Medical Work in Nigeria
Tom is the head of the Family Medicine Department at the Jos University Teaching Hospital (JUTH), a 550-bed Nigerian government institution affiliated with the University of Jos. Family Medicine could be considered a specialty of common diseases. The threefold mission of the Department of Family Medicine is to perform each of these functions to the glory of God:
1) To promote academic excellence in the training of residents in the specialty of Family Medicine.
2) To provide compassionate, competent, and efficient front-line care to the public.
3) To conduct research relevant to common medical problems.
Tom multiplies his medical skills by training doctors in residency to tackle overwhelming health needs in a country afflicted by malnutrition, AIDS, and poverty. One in five children die before their fifth birthday of diseases like measles, diarrhea, pneumonia, and malaria. Doctors that Tom trains can address these medical challenges, and two have already joined him in training others. In the medical student curriculum, Tom is responsible to conduct courses on computers in medicine and on medical ethics. The ethics course gives medical students guidance in making moral choices in medical care.
Tom also has a heart for training Nigerian doctors in research. This training enables them to tackle relevant medical problems that are largely ignored by developed nations, but affect the health of millions in developing countries. Research is one element of Tomís expanding vision for establishing sustained development in Nigerian health. His research into the disease of rickets, a crippling affliction of the bones of children, has already contributed to better ways of treating the disease and will hopefully influence the care of affected children beyond the borders of Nigeria
The Family Medicine Department provides care for about 45,000 patients annually. The department also sends doctors to two rural health centers. Patient care encompasses both outpatient and hospital care, pediatrics, obstetrics, and surgery.

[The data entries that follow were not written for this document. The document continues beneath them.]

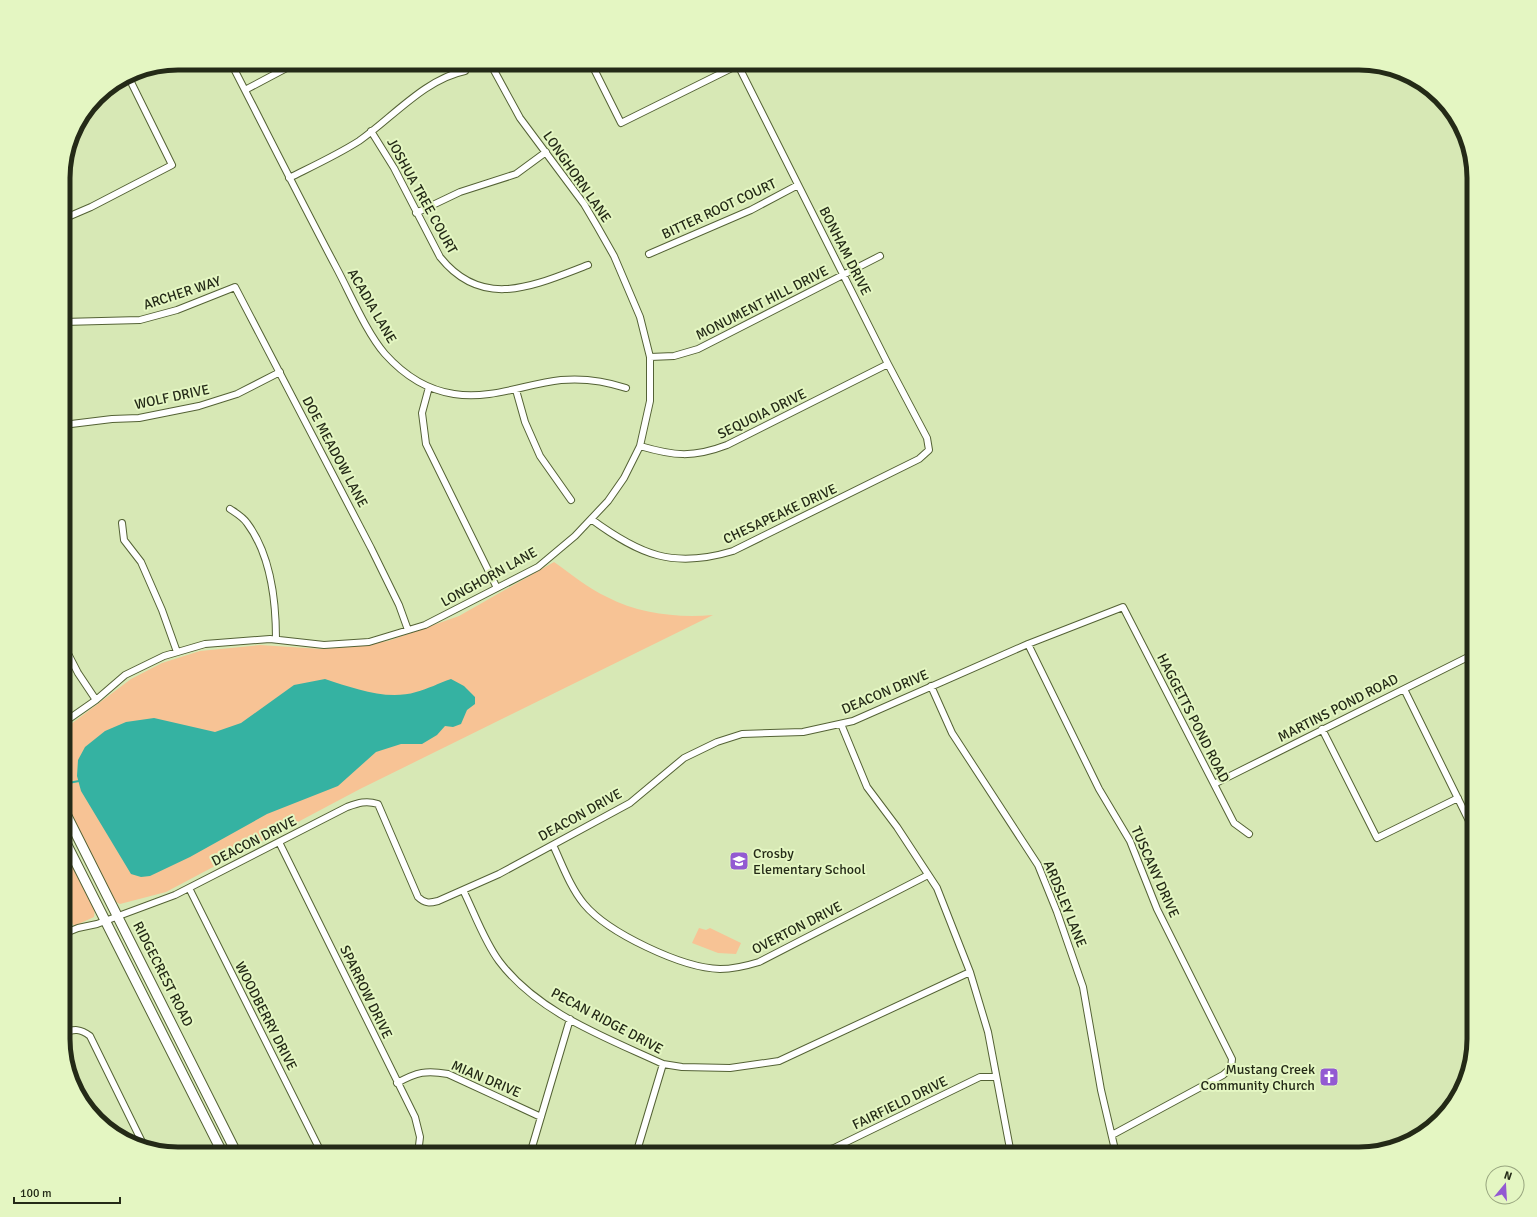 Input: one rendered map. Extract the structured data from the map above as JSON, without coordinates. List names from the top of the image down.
{
  "streets": {
    "main road": ["RIDGECREST ROAD"],
    "street": [
      "LONGHORN LANE",
      "JOSHUA TREE COURT",
      "BITTER ROOT COURT",
      "BONHAM DRIVE",
      "ARCHER WAY",
      "MONUMENT HILL DRIVE",
      "ACADIA LANE",
      "WOLF DRIVE",
      "SEQUOIA DRIVE",
      "DOE MEADOW LANE",
      "CHESAPEAKE DRIVE",
      "DEACON DRIVE",
      "MARTINS POND ROAD",
      "HAGGETTS POND ROAD",
      "TUSCANY DRIVE",
      "ARDSLEY LANE",
      "OVERTON DRIVE",
      "SPARROW DRIVE",
      "WOODBERRY DRIVE",
      "PECAN RIDGE DRIVE",
      "MIAN DRIVE",
      "FAIRFIELD DRIVE"
    ]
  },
  "crossings": [
    ["LONGHORN LANE", "MONUMENT HILL DRIVE"],
    ["LONGHORN LANE", "SEQUOIA DRIVE"],
    ["LONGHORN LANE", "DOE MEADOW LANE"],
    ["LONGHORN LANE", "CHESAPEAKE DRIVE"],
    ["BITTER ROOT COURT", "BONHAM DRIVE"],
    ["BONHAM DRIVE", "MONUMENT HILL DRIVE"],
    ["BONHAM DRIVE", "SEQUOIA DRIVE"],
    ["BONHAM DRIVE", "CHESAPEAKE DRIVE"],
    ["ARCHER WAY", "DOE MEADOW LANE"],
    ["WOLF DRIVE", "DOE MEADOW LANE"],
    ["DEACON DRIVE", "HAGGETTS POND ROAD"],
    ["DEACON DRIVE", "TUSCANY DRIVE"],
    ["DEACON DRIVE", "ARDSLEY LANE"],
    ["DEACON DRIVE", "OVERTON DRIVE"],
    ["DEACON DRIVE", "RIDGECREST ROAD"],
    ["DEACON DRIVE", "SPARROW DRIVE"],
    ["DEACON DRIVE", "WOODBERRY DRIVE"],
    ["DEACON DRIVE", "PECAN RIDGE DRIVE"],
    ["MARTINS POND ROAD", "HAGGETTS POND ROAD"],
    ["TUSCANY DRIVE", "ARDSLEY LANE"],
    ["SPARROW DRIVE", "MIAN DRIVE"]
  ],
  "places": {
    "school or university": ["Crosby Elementary School"],
    "church": ["Mustang Creek Community Church"]
  },
  "scale_bar": "100 m",
  "north": "top"
}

Tom is joined by 4 other Nigerian faculty in the Department of Family Medicine. Currently 25 residents are part of the training program. Tom also serves as an examiner for the Nigerian Postgraduate Medical College to conduct national level examinations for doctors in Family Medicine. Though he currently lectures to medical students under the Department of Medicine, Tom hopes to establish a Family Medicine curriculum for medical students. Tom also heads the Research and Continuing Medical Education Unit of the teaching hospital. The purpose of this unit is to conduct operational research and organize training programs for health care personnel.
Nutritional rickets remains prevalent among children in many developing countries. Characterized by inadequate calcification of growing bones, rickets causes considerable childhood disability . Bone deformities, like bowlegs and knock knees, result in impaired mobility, bone pain, and fractures. Children with rickets are often weak and inactive, and weakness combined with rib cage deformity predisposes affected young children to pneumonia. In a community survey of 220 children ages six months to three years in Jos, Nigeria, we noted leg deformities characteristic of rickets in 18 (8.3%).
Insufficient dietary calcium intake, rather than vitamin D deficiency, appears to be the cause of rickets among Nigerian children. The average intake of calcium among Nigerian children is 200 mg per day, far below the U.S. recommended daily allowance for children of 800 mg. We have also found that children with rickets who received calcium had more rapid healing than children who received vitamin D alone.
Rickets should be preventable in communities through increasing dietary calcium intakes in the at-risk age groups. However, the problem is how to achieve this using locally available sources of calcium, which will not only increase the dietary calcium content, but will also be culturally acceptable and affordable to most families. Thus, we are currently studying which Nigerian foods would be most suitable to include in diets of young children to improve calcium intakes. We are assessing whether rickets can be prevented at a community level by increasing the intake of calcium-rich foods.